Using PyTorch backend.


## Library Version

In [3]:
print("TensorFlow:", tf.__version__)
# print("JAX:", jax.__version__)
print("Keras:", keras.__version__)
print("KerasNLP:", keras_nlp.__version__)
torch.cuda.is_available()

TensorFlow: 2.10.1
Keras: 0.1.7
KerasNLP: 0.6.3


True

# ⚙️ | Configuration

In [4]:
class CFG:
    # TEST_PATH = './kaggle/input/daigt-proper-train-dataset/train_drcat_02.csv'
    TEST_PATH = './kaggle/input/argugpt/argugpt.csv'
    VACAB_PATH = './kaggle/Model/keras-nlp-deberta-v3-base-en-vocab-ds/vocab.spm'
    CKPT_PATH = "./kaggle/working/"  # Name of pretrained models
    num_of_dataset = 1000 # Num of test dataset
    verbose = 0  # Verbosity
    device = 'GPU'  # Device
    seed = 42  # Random seed
    batch_size = 10  # Batch size
    drop_remainder = True  # Drop incomplete batches
    sequence_length = 200  # Input sequence length
    class_names = ['real','fake']  # Class names [A, B, C, D, E]
    num_classes = len(class_names)  # Number of classes
    class_labels = list(range(num_classes))  # Class labels [0, 1, 2, 3, 4]
    label2name = dict(zip(class_labels, class_names))  # Label to class name mapping
    name2label = {v: k for k, v in label2name.items()}  # Class name to label mapping

# ♻️ | Reproducibility 
Sets value for random seed to produce similar result in each run.

In [5]:
keras.utils.set_random_seed(CFG.seed)

# 💾 | Hardware
Following codes automatically detects hardware (TPU or GPU). 

In [6]:
def get_device():
    "Detect and intializes GPU/TPU automatically"
    try:
        # Connect to TPU
        tpu = tf.distribute.cluster_resolver.TPUClusterResolver.connect() 
        # Set TPU strategy
        strategy = tf.distribute.TPUStrategy(tpu)
        print(f'> Running on TPU', tpu.master(), end=' | ')
        print('Num of TPUs: ', strategy.num_replicas_in_sync)
        device=CFG.device
    except:
        # If TPU is not available, detect GPUs
        gpus = tf.config.list_logical_devices('GPU')
        ngpu = len(gpus)
         # Check number of GPUs
        if ngpu:
            # Set GPU strategy
            strategy = tf.distribute.MirroredStrategy(gpus) # single-GPU or multi-GPU
            # Print GPU details
            print("> Running on GPU", end=' | ')
            print("Num of GPUs: ", ngpu)
            device='GPU'
        else:
            # If no GPUs are available, use CPU
            print("> Running on CPU")
            strategy = tf.distribute.get_strategy()
            device='CPU'
    return strategy, device

In [7]:
# Initialize GPU/TPU/TPU-VM
strategy, CFG.device = get_device()
CFG.replicas = strategy.num_replicas_in_sync

INFO:tensorflow:Using MirroredStrategy with devices ('/job:localhost/replica:0/task:0/device:GPU:0',)
> Running on GPU | Num of GPUs:  1


# 📁 | Dataset Path 

# 📖 | Meta Data 
* `{test|train}_essays.csv`
    * `id` - A unique identifier for each essay.
    * `prompt_id` - Identifies the prompt the essay was written in response to.
    * `text` - The essay text itself.
    * `generated` - Whether the essay was written by a student (0) or generated by an LLM (1).
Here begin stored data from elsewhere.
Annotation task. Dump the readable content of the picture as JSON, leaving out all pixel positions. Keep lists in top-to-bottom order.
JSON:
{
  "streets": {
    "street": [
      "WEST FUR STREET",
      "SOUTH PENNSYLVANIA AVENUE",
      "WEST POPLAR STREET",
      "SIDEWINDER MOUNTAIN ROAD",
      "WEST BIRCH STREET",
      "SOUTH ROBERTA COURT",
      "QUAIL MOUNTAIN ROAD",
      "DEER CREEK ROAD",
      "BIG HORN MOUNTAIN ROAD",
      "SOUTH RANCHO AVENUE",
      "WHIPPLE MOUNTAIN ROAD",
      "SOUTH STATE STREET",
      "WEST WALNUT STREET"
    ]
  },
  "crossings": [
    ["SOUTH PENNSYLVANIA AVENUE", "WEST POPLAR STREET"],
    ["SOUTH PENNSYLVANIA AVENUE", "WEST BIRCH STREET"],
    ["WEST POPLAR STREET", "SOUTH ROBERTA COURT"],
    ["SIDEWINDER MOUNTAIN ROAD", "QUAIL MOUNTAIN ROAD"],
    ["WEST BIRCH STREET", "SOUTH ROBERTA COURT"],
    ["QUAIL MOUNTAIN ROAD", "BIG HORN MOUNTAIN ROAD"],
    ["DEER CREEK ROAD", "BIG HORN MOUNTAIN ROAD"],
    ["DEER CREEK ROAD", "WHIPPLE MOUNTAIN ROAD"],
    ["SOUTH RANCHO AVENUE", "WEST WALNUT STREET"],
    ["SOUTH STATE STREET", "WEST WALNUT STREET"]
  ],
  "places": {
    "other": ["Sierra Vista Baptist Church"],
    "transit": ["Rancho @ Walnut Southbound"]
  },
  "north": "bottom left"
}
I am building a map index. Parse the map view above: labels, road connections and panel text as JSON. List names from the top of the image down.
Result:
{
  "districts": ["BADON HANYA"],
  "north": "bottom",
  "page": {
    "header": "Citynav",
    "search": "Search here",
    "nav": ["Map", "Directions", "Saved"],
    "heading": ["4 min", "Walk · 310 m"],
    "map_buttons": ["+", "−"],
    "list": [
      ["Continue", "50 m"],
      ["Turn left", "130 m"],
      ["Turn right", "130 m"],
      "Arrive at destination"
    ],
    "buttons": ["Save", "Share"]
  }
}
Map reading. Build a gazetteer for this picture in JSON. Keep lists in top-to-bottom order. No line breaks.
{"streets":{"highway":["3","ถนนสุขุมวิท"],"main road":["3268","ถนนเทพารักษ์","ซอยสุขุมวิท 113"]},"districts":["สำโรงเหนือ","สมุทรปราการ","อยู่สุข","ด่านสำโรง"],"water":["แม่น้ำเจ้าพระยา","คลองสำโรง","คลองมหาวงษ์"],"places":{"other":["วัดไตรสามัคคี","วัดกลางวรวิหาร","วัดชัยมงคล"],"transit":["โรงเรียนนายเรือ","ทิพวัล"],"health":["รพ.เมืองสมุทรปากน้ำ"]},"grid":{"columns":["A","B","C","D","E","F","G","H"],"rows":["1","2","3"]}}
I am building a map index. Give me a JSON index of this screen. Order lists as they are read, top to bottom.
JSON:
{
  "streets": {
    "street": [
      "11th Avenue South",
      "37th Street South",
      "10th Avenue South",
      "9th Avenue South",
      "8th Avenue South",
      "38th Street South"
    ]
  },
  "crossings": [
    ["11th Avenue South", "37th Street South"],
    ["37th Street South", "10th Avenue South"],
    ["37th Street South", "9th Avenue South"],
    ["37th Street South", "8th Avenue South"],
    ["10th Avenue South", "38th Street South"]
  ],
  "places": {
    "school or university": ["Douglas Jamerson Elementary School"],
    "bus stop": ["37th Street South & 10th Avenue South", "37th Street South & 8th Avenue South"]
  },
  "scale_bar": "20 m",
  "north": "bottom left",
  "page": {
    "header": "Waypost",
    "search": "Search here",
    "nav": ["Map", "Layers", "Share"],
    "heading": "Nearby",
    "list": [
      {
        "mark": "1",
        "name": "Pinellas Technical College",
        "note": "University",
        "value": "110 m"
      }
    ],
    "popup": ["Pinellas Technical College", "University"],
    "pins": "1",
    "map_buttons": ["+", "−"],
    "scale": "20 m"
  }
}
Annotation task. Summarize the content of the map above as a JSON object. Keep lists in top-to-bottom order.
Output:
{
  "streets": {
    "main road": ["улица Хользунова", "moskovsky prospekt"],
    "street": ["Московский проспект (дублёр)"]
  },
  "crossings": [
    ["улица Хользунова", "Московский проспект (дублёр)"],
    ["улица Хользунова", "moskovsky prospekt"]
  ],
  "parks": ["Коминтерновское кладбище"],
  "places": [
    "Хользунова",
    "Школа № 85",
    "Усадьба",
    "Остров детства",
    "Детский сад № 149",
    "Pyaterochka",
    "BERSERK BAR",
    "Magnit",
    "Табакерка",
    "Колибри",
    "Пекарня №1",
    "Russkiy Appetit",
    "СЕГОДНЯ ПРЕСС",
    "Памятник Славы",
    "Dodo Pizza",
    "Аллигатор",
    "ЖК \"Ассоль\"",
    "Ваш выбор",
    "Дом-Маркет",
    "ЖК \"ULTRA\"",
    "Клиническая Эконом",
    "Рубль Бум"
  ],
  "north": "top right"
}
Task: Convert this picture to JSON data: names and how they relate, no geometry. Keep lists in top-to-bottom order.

This field is the target and is not present in test_essays.csv.
* **sample_submission.csv** - is the valid sample submission.

## Test Data

In [8]:
ext_df1 = pd.read_csv(CFG.TEST_PATH)  # Read CSV file into a DataFrame
ext_df1 = ext_df1[['id', 'text']]

# test_df = pd.concat([
#     ext_df1[ext_df1.label==0].sample(CFG.num_of_dataset//2),
#     ext_df1[ext_df1.label==1].sample(CFG.num_of_dataset//2)
# ])
test_df = ext_df1.sample(1000)
test_df['label'] = 1

# Display information about the train data
print("# Test Data: {:,}".format(len(test_df)))
print("# Sample:")
display(test_df.head(2))

# Test Data: 1,000
# Sample:


Unnamed: 0,id,text,label
3137,gre_937,The arts have always played an essential role ...,1
149,weccl_737,University education has been a topic of debat...,1


# 🍽️ | Preprocessing

**What it does:** The preprocessor takes input strings and transforms them into a dictionary (`token_ids`, `padding_mask`) containing preprocessed tensors. This process starts with tokenization, where input strings are converted into sequences of token IDs.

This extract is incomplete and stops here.